* Work request
The expected output is each line in the data below that includes the string "canvas".

* Listed entries
++++++

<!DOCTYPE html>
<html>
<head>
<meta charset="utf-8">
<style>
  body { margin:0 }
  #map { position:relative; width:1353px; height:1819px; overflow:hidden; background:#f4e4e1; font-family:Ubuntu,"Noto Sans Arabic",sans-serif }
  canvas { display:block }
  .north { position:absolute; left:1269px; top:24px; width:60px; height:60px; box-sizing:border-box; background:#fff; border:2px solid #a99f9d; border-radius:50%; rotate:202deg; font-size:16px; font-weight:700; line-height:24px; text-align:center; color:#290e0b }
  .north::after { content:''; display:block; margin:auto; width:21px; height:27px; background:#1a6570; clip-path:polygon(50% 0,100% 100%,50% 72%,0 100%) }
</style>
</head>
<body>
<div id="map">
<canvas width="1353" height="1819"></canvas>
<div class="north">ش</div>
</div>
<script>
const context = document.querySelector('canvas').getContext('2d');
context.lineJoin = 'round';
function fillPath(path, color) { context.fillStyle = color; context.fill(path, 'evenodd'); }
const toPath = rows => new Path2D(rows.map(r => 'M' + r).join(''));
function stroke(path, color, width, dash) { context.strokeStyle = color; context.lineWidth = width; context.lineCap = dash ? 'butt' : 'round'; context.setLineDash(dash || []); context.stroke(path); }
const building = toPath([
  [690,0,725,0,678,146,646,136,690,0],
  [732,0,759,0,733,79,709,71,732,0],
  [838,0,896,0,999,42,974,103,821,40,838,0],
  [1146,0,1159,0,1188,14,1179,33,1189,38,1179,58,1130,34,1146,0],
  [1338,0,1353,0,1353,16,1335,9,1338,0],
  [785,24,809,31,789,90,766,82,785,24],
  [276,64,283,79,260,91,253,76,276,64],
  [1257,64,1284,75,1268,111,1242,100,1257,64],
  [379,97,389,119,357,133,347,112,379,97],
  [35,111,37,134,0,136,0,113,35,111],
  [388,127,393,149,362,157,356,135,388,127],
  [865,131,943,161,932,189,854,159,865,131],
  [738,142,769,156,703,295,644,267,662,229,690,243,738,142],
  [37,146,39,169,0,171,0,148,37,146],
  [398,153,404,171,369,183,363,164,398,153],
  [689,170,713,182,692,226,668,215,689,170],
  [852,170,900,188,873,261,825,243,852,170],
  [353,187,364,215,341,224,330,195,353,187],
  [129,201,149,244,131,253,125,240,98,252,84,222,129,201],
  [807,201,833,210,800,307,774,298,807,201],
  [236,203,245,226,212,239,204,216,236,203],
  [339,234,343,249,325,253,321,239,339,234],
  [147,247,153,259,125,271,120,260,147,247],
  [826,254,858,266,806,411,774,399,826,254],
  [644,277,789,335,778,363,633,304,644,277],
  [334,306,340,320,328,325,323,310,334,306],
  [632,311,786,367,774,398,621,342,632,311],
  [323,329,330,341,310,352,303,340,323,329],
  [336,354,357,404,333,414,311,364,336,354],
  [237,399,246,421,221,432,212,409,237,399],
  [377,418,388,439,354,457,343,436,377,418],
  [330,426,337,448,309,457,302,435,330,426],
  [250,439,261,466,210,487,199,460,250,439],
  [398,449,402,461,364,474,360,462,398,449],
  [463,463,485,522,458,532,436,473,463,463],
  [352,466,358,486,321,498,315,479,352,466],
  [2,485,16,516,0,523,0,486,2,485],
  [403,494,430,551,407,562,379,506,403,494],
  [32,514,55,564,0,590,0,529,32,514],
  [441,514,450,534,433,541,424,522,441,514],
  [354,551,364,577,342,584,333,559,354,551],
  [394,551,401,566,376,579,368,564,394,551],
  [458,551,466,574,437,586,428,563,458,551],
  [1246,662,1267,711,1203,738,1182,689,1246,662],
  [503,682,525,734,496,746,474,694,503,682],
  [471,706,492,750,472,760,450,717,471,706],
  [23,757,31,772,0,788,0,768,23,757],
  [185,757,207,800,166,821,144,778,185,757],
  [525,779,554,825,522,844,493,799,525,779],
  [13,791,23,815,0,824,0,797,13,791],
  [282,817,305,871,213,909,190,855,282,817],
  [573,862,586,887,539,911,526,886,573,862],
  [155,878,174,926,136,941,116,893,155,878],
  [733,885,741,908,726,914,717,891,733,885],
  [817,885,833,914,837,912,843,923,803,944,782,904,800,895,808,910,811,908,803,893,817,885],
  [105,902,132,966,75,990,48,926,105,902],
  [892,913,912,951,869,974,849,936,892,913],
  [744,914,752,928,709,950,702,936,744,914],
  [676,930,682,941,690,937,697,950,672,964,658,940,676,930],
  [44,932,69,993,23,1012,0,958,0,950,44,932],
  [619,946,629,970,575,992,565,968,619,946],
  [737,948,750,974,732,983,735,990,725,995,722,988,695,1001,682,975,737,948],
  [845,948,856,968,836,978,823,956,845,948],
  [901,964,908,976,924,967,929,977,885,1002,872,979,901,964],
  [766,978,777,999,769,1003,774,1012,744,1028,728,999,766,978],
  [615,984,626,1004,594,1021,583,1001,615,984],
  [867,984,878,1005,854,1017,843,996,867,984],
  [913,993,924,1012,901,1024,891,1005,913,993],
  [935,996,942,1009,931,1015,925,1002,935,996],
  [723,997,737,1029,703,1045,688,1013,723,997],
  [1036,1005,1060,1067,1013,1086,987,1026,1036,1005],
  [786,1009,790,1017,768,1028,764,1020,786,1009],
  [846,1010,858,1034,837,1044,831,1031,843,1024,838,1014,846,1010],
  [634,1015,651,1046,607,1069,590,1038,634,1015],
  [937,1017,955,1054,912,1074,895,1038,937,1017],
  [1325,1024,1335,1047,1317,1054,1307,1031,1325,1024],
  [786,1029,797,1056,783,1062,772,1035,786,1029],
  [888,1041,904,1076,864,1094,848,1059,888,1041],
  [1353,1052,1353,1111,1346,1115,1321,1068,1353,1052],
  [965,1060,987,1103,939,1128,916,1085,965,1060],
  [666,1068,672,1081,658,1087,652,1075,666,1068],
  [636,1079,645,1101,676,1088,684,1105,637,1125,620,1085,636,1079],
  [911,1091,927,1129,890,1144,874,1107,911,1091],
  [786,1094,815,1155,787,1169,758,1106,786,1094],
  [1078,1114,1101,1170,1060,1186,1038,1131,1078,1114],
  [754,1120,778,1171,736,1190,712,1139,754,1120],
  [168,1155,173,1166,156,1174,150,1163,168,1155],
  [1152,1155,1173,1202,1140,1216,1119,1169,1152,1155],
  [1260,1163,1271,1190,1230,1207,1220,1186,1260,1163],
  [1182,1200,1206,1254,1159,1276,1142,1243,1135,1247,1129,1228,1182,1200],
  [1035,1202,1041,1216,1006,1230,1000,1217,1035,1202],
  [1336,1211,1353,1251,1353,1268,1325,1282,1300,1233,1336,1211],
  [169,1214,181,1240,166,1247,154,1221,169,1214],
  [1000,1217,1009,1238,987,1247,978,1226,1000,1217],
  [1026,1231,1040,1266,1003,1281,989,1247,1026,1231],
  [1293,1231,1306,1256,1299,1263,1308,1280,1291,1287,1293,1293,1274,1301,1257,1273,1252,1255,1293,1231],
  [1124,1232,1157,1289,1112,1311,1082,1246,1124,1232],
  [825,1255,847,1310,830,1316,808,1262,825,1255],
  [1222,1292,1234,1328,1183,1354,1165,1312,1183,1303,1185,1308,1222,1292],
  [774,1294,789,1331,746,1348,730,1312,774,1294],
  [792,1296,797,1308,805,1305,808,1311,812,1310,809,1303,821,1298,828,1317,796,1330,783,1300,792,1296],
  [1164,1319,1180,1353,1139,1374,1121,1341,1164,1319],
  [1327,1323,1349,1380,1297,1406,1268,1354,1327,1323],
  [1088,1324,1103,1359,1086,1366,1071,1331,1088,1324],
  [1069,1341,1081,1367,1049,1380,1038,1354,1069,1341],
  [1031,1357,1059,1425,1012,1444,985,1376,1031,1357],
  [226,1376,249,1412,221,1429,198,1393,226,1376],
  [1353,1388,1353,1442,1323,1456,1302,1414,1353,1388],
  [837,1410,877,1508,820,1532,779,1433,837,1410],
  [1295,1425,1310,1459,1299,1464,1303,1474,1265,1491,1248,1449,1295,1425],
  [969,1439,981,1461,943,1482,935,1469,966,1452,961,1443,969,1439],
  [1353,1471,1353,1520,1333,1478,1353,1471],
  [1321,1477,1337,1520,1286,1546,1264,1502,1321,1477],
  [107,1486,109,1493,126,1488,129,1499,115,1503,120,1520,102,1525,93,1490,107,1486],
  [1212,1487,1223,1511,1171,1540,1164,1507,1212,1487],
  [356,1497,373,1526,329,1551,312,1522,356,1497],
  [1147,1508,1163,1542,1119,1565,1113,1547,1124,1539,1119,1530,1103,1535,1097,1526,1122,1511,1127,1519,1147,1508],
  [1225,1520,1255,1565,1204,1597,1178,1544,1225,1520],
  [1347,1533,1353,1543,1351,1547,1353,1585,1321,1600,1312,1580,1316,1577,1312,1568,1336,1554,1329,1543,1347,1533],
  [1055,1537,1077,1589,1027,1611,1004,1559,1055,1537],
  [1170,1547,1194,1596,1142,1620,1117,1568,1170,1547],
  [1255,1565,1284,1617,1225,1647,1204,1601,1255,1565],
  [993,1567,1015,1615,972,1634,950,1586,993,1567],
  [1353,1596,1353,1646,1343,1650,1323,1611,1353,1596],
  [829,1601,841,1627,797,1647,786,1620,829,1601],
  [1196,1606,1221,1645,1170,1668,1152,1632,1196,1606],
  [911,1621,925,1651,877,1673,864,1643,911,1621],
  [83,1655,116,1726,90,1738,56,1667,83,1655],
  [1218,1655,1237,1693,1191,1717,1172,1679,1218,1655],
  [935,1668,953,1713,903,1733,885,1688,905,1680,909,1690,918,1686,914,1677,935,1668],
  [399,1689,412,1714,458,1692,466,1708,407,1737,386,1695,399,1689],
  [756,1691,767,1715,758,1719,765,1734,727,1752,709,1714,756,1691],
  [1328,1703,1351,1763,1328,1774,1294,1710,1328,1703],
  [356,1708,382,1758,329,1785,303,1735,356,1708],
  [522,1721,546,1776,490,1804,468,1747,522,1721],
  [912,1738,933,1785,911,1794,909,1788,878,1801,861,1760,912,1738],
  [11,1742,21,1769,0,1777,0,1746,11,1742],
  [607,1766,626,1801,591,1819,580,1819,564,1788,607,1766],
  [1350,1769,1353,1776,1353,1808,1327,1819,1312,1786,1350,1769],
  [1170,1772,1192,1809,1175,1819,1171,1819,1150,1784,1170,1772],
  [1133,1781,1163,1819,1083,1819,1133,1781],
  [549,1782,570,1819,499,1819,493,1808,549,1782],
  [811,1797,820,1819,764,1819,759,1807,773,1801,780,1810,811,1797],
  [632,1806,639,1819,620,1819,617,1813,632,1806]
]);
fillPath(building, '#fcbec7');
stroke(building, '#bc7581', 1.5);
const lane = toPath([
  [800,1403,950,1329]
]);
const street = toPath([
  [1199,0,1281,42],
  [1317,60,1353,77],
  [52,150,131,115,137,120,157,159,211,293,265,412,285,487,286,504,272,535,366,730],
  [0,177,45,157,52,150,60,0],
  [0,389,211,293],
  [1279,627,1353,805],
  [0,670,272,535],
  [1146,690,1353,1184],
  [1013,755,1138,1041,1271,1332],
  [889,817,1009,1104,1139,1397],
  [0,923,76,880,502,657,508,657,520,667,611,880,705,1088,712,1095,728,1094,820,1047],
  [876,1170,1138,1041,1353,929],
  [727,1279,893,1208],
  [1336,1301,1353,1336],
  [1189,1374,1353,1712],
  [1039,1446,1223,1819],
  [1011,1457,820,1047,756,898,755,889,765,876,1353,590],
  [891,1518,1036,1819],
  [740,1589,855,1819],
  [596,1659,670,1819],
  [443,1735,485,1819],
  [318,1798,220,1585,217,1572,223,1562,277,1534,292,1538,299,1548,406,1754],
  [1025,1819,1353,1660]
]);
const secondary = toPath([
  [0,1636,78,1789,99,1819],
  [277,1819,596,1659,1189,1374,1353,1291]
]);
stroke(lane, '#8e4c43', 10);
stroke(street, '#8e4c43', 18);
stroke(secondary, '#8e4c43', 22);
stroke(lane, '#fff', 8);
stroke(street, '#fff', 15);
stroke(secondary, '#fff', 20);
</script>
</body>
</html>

++++++

* Reply
  canvas { display:block }
<canvas width="1353" height="1819"></canvas>
const context = document.querySelector('canvas').getContext('2d');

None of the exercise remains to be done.